Mit heftigen Winden, Regen und Sturmfluten ist der mächtige Hurrikan "Ian" auf die Westküste von Florida getroffen. Mit Windgeschwindigkeiten von 240 Kilometern pro Stunde lag "Ian" dabei nur knapp unterhalb der Schwelle zur höchsten Hurrikan-Kategorie.

Experten befürchteten eine breite Schneise mit schweren Schäden auf dem Weg des Wirbelsturms quer durch den US-Bundesstaat.
Die Sturmfluten erreichten zum Teil eine Höhe von rund 3,5 Metern, sagte Floridas Gouverneur Ron DeSantis. Wetterexperten befürchteten, dass sie in der Spitze mehr als fünf Meter hoch werden könnten.

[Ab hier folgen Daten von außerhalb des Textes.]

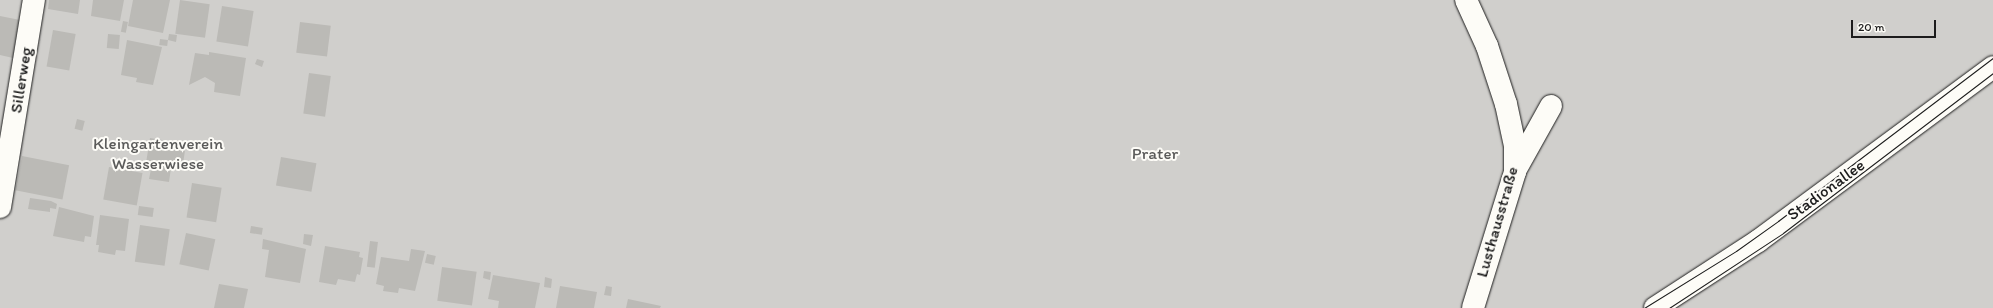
<!DOCTYPE html>
<html>
<head>
<meta charset="utf-8">
<style>
	body { margin:0 }
	#map { position:relative; width:1993px; height:308px; overflow:hidden; background:#f0eeea; font-family:Itim,sans-serif }
	div>[style] { position:absolute }
	[style*='--x'] { left:calc(var(--x)*1px); top:calc(var(--y)*1px); width:calc(var(--w)*1px); rotate:calc(var(--a)*1deg) }
	.green>* { inset:0; background:#d0cfcc; transform-origin:0 0 }
	.building>* { inset:0; background:#bbbab6; transform-origin:0 0 }
	.roads { filter:drop-shadow(0 0 1px #1c1c1c) drop-shadow(0 0 1px #1c1c1c) }
	.minor>* { height:22px; margin:-11px; padding:0 11px; transform-origin:11px; border-radius:11px; background:#fdfcf7 }
	.tram>* { height:1px; margin:-0.5px; padding:0 0.5px; transform-origin:0.5px; border-radius:0.5px; background:#1c1c1c }
	span { translate:-50% -50%; white-space:nowrap; text-align:center; line-height:1.15; -webkit-text-stroke:4px #fdfcf7; paint-order:stroke }
	.street-label { font-size:17px; color:#1c1c1c }
	.park-label { font-size:17px; color:#5b5b5a }
	.scale { position:absolute; left:1851px; top:20px; width:85px; height:18px; box-sizing:border-box; border:2px solid #1c1c1c; border-top:0; padding-left:5px; font-size:12px; line-height:14px; white-space:nowrap; color:#1c1c1c; -webkit-text-stroke:3px #fdfcf7; paint-order:stroke }
</style>
</head>
<body>
<div id="map">
	<div class="green">
		<i style="left:0;top:0;width:1993px;height:308px"></i>
	</div>
	<div class="building">
		<i style="clip-path:polygon(49px 0,80px 0,78px 14px,48px 9px)"></i>
		<i style="clip-path:polygon(93px 0,124px 0,120px 21px,91px 16px)"></i>
		<i style="clip-path:polygon(133px 0,170px 0,163px 33px,128px 26px)"></i>
		<i style="left:180px;top:0;width:30px;height:34px;rotate:8deg"></i>
		<i style="left:222px;top:6px;width:32px;height:36px;rotate:9deg"></i>
		<i style="clip-path:polygon(0 16px,20px 20px,13px 58px,0 55px)"></i>
		<i style="left:123px;top:21px;width:5px;height:11px;rotate:11deg"></i>
		<i style="left:300px;top:22px;width:31px;height:31px;rotate:7deg"></i>
		<i style="left:53px;top:30px;width:23px;height:37px;rotate:10deg"></i>
		<i style="left:108px;top:34px;width:12px;height:14px;rotate:5deg"></i>
		<i style="clip-path:polygon(169px 34px,177px 35px,176px 42px,168px 40px)"></i>
		<i style="left:160px;top:39px;width:8px;height:6px;rotate:7deg"></i>
		<i style="clip-path:polygon(127px 40px,162px 47px,153px 85px,136px 82px,137px 78px,121px 75px)"></i>
		<i style="clip-path:polygon(209px 52px,246px 58px,240px 96px,214px 92px,215px 83px,205px 77px,189px 85px,195px 53px,209px 55px)"></i>
		<i style="clip-path:polygon(257px 59px,264px 61px,262px 67px,255px 64px)"></i>
		<i style="left:309px;top:73px;width:22px;height:41px;rotate:8deg"></i>
		<i style="left:77px;top:119px;width:8px;height:10px;rotate:14deg"></i>
		<i style="clip-path:polygon(150px 138px,186px 144px,182px 170px,171px 168px,169px 182px,149px 179px,152px 164px,146px 163px)"></i>
		<i style="left:22px;top:156px;width:48px;height:35px;rotate:11deg"></i>
		<i style="left:281px;top:157px;width:36px;height:29px;rotate:10deg"></i>
		<i style="left:109px;top:167px;width:34px;height:33px;rotate:10deg"></i>
		<i style="left:192px;top:183px;width:30px;height:35px;rotate:9deg"></i>
		<i style="clip-path:polygon(30px 198px,51px 201px,57px 204px,56px 209px,50px 208px,50px 212px,28px 209px)"></i>
		<i style="left:139px;top:206px;width:15px;height:9px;rotate:8deg"></i>
		<i style="clip-path:polygon(59px 207px,94px 216px,91px 237px,85px 236px,84px 242px,53px 236px)"></i>
		<i style="clip-path:polygon(100px 215px,129px 219px,125px 251px,116px 250px,115px 255px,98px 252px,99px 245px,96px 245px)"></i>
		<i style="left:140px;top:225px;width:30px;height:37px;rotate:8deg"></i>
		<i style="left:251px;top:226px;width:12px;height:7px;rotate:9deg"></i>
		<i style="left:186px;top:233px;width:30px;height:32px;rotate:12deg"></i>
		<i style="clip-path:polygon(304px 234px,313px 235px,311px 246px,303px 244px)"></i>
		<i style="clip-path:polygon(263px 239px,306px 249px,300px 283px,265px 277px,269px 250px,262px 249px)"></i>
		<i style="left:370px;top:241px;width:8px;height:26px;rotate:7deg"></i>
		<i style="clip-path:polygon(325px 246px,360px 252px,359px 257px,363px 258px,360px 275px,357px 274px,355px 282px,338px 279px,336px 285px,319px 282px)"></i>
		<i style="clip-path:polygon(411px 249px,425px 251px,415px 291px,399px 288px,398px 293px,383px 291px,384px 286px,376px 284px,381px 257px,409px 261px)"></i>
		<i style="left:427px;top:254px;width:9px;height:9px;rotate:13deg"></i>
		<i style="left:442px;top:267px;width:35px;height:34px;rotate:8deg"></i>
		<i style="clip-path:polygon(484px 271px,491px 272px,490px 280px,483px 278px)"></i>
		<i style="clip-path:polygon(493px 275px,540px 283px,535px 308px,498px 308px,499px 301px,488px 299px)"></i>
		<i style="clip-path:polygon(545px 277px,552px 279px,551px 288px,544px 287px)"></i>
		<i style="clip-path:polygon(219px 284px,248px 289px,244px 308px,214px 308px)"></i>
		<i style="clip-path:polygon(560px 286px,597px 292px,594px 308px,556px 308px)"></i>
		<i style="clip-path:polygon(606px 286px,612px 287px,611px 296px,604px 295px)"></i>
		<i style="clip-path:polygon(628px 299px,661px 306px,660px 308px,626px 308px)"></i>
	</div>
	<div class="roads">
		<div class="minor">
			<i style="--x:1466;--y:0;--w:51;--a:65.5"></i>
			<i style="--x:1487;--y:46;--w:61;--a:71.9"></i>
			<i style="--x:1506;--y:104;--w:43;--a:77.9"></i>
			<i style="--x:1515;--y:146;--w:26;--a:90"></i>
			<i style="--x:1515;--y:172;--w:142;--a:107.2"></i>
			<i style="--x:1516;--y:169;--w:72;--a:-60.9"></i>
			<i style="--x:0;--y:207;--w:210;--a:-80.7"></i>
			<i style="--x:1655;--y:308;--w:123;--a:-33"></i>
			<i style="--x:1758;--y:241;--w:292;--a:-36.5"></i>
		</div>
	</div>
	<div class="tram">
		<i style="--x:1644;--y:308;--w:108;--a:-31.8"></i>
		<i style="--x:1736;--y:251;--w:52;--a:-35.5"></i>
		<i style="--x:1778;--y:221;--w:270;--a:-37.2"></i>
		<i style="--x:1669;--y:308;--w:136;--a:-33.3"></i>
		<i style="--x:1783;--y:233;--w:264;--a:-37.3"></i>
	</div>
	<div class="street-label">
		<span style="left:21px;top:80px;rotate:-81deg">Sillerweg</span>
		<span style="left:1826px;top:190px;rotate:-36deg">Stadionallee</span>
		<span style="left:1497px;top:222px;rotate:-74deg">Lusthausstraße</span>
	</div>
	<div class="park-label">
		<span style="left:158px;top:154px">Kleingartenverein<br>Wasserwiese</span>
		<span style="left:1155px;top:154px">Prater</span>
	</div>
	<div class="scale">20 m</div>
</div>
</body>
</html>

Laut Meteorologen bewegte sich der Hurrikan nur mit einer Geschwindigkeit von rund 13 Kilometern pro Stunde in nordöstlicher Richtung übers Land. Das machte ihn angesichts der starken Winde und Regenfälle noch gefährlicher.
Auf Fernsehbildern war zu sehen, wie Regen durch die Straßen peitschte, von Autos nur die Dächer aus den Fluten herausragten und Trümmer durch die Luft flogen.
Einwohner wurden eindringlich gewarnt, auch am Donnerstagmorgen nicht ihre Häuser zu verlassen, um etwa die Schäden zu begutachten. Auch wenn der Wirbelsturm abziehe, bestehe weiter Gefahr durch Trümmer, kaputte Stromleitungen und dergleichen. Für rund 2,5 Millionen Menschen in der Region galten Evakuierungsanweisungen. Einige von ihnen entschlossen sich trotzdem, in ihren Häusern zu bleiben.